No way Ciel-2 is actively broadcasting anything. They have to park it, do some tests, then verify that all of the uplinks are working. I'd say we're still looking at 2, maybe even 3 weeks before it goes hot.


----------



## James Long

IIP said:


> No way Ciel-2 is actively broadcasting anything. They have to park it, do some tests, then verify that all of the uplinks are working. I'd say we're still looking at 2, maybe even 3 weeks before it goes hot.


Testing was done at 138 ... I'd be surprised if we don't see at least some ConUS in use by the end of next week.

Today would be a little early. But we can hope!


----------



## JohnH

Code:


CIEL-2
1 33453U 08063A   09029.52577598  .00000070  00000-0  00000+0 0   800
2 33453 000.0472 235.1537 0001708 049.7935 264.4020 01.00274407   522

Still at 128.8.


----------



## ljr01

RandallA said:


> On what transponder and what's the signal strength you see?





ljr01 said:


> Sometime within the last few hours my signal strength for 129 has nearly doubled. Am I talking to the new satellite or is it global warming?

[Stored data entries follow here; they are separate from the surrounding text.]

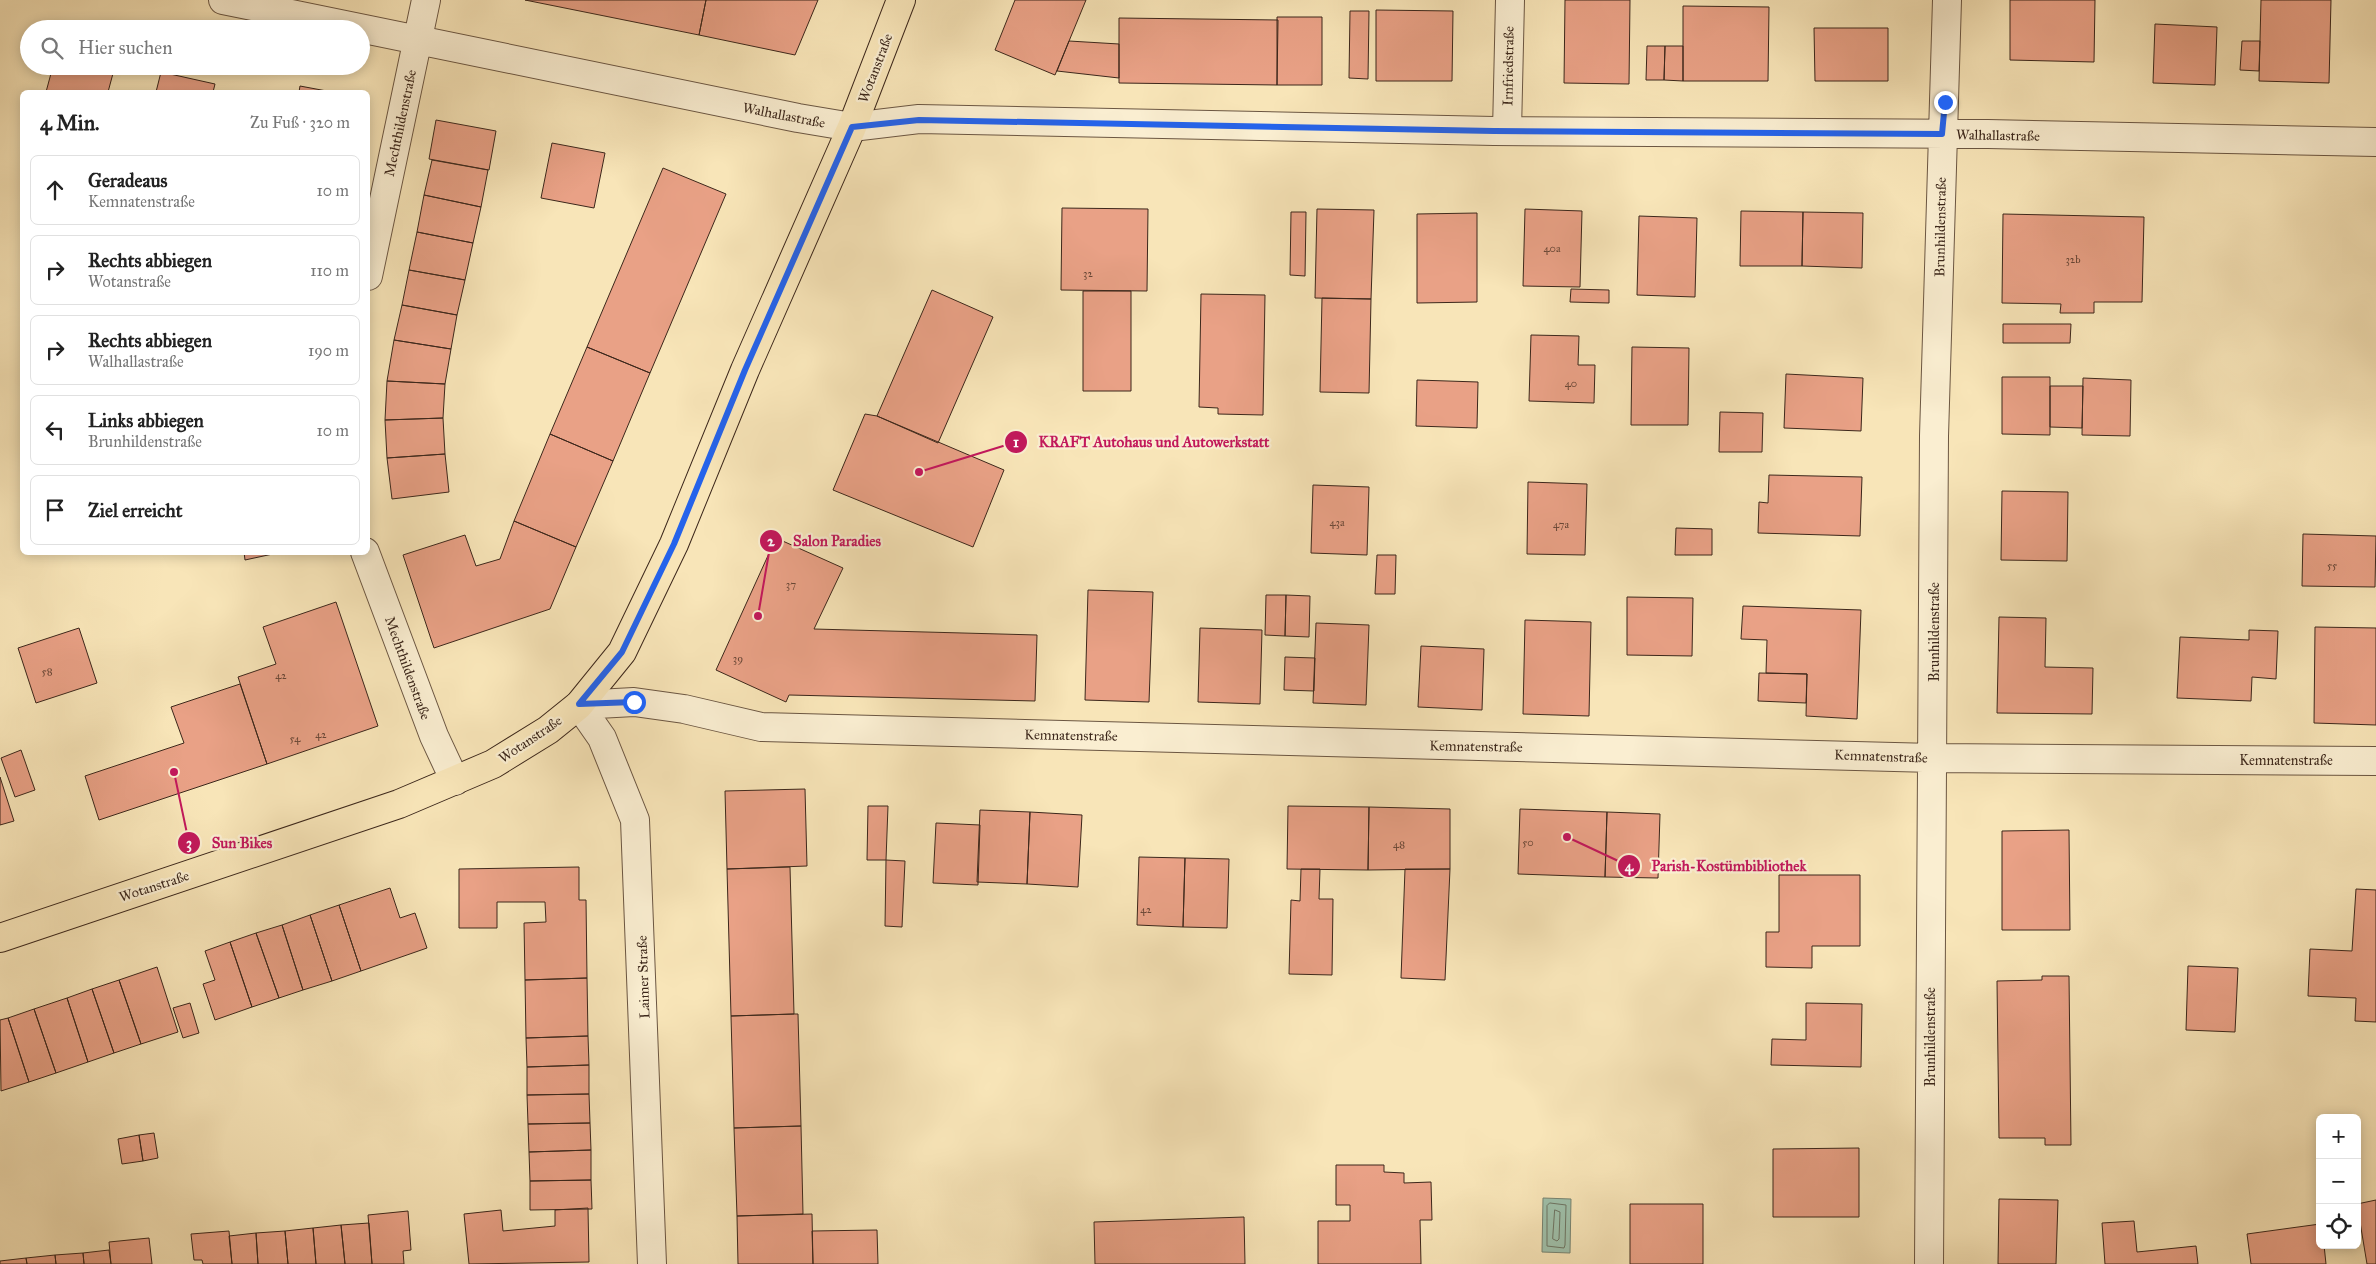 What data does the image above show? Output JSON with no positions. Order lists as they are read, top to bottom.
{
  "streets": {
    "main road": ["Wotanstraße"],
    "street": [
      "Irnfriedstraße",
      "Walhallastraße",
      "Mechthildenstraße",
      "Brunhildenstraße",
      "Kemnatenstraße",
      "Laimer Straße"
    ]
  },
  "crossings": [
    ["Irnfriedstraße", "Walhallastraße"],
    ["Wotanstraße", "Walhallastraße"],
    ["Wotanstraße", "Mechthildenstraße"],
    ["Wotanstraße", "Kemnatenstraße"],
    ["Wotanstraße", "Laimer Straße"],
    ["Walhallastraße", "Mechthildenstraße"],
    ["Walhallastraße", "Brunhildenstraße"],
    ["Brunhildenstraße", "Kemnatenstraße"],
    ["Kemnatenstraße", "Laimer Straße"]
  ],
  "places": [
    "KRAFT Autohaus und Autowerkstatt",
    "Salon Paradies",
    "Sun Bikes",
    "Parish-Kostümbibliothek"
  ],
  "house_numbers": [
    "40a",
    "32b",
    "32",
    "40",
    "43a",
    "47a",
    "55",
    "37",
    "39",
    "58",
    "42",
    "42",
    "54",
    "50",
    "48",
    "42"
  ],
  "page": {
    "search": "Hier suchen",
    "heading": ["4 Min.", "Zu Fuß · 320 m"],
    "list": [
      ["Geradeaus", "Kemnatenstraße", "10 m"],
      ["Rechts abbiegen", "Wotanstraße", "110 m"],
      ["Rechts abbiegen", "Walhallastraße", "190 m"],
      ["Links abbiegen", "Brunhildenstraße", "10 m"],
      "Ziel erreicht"
    ],
    "map_buttons": ["+", "−"]
  }
}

I'm back to "normal" today which is low 30's. Yesterday I was at 60 for awhile. Both transponder 6. I'm on Skidaway Island in GA.


----------



## Brandon428

A few questions. When the sat is finished testing what channels are most likely to be launched besides locals. Also how much bandwidth does the Ciel-2 provide,will it be enough for Dish to stop downrezzing their HD? Also how many local markets will they be able to provide with it?


----------



## JohnH

Brandon428 said:


> A few questions. When the sat is finished testing what channels are most likely to be launched besides locals. Also how much bandwidth does the Ciel-2 provide,will it be enough for Dish to stop downrezzing their HD? Also how many local markets will they be able to provide with it?


National HDs, who knows which?

A slogan from the past: More channels, more choices. 
Downrezzing is likely to continue and bandwidth compression is likely to grow.

Number of local markets is not known and will change as technology changes.


----------



## rbgator95

James Long said:


> Even AK/HI coverage is limited to specific spots.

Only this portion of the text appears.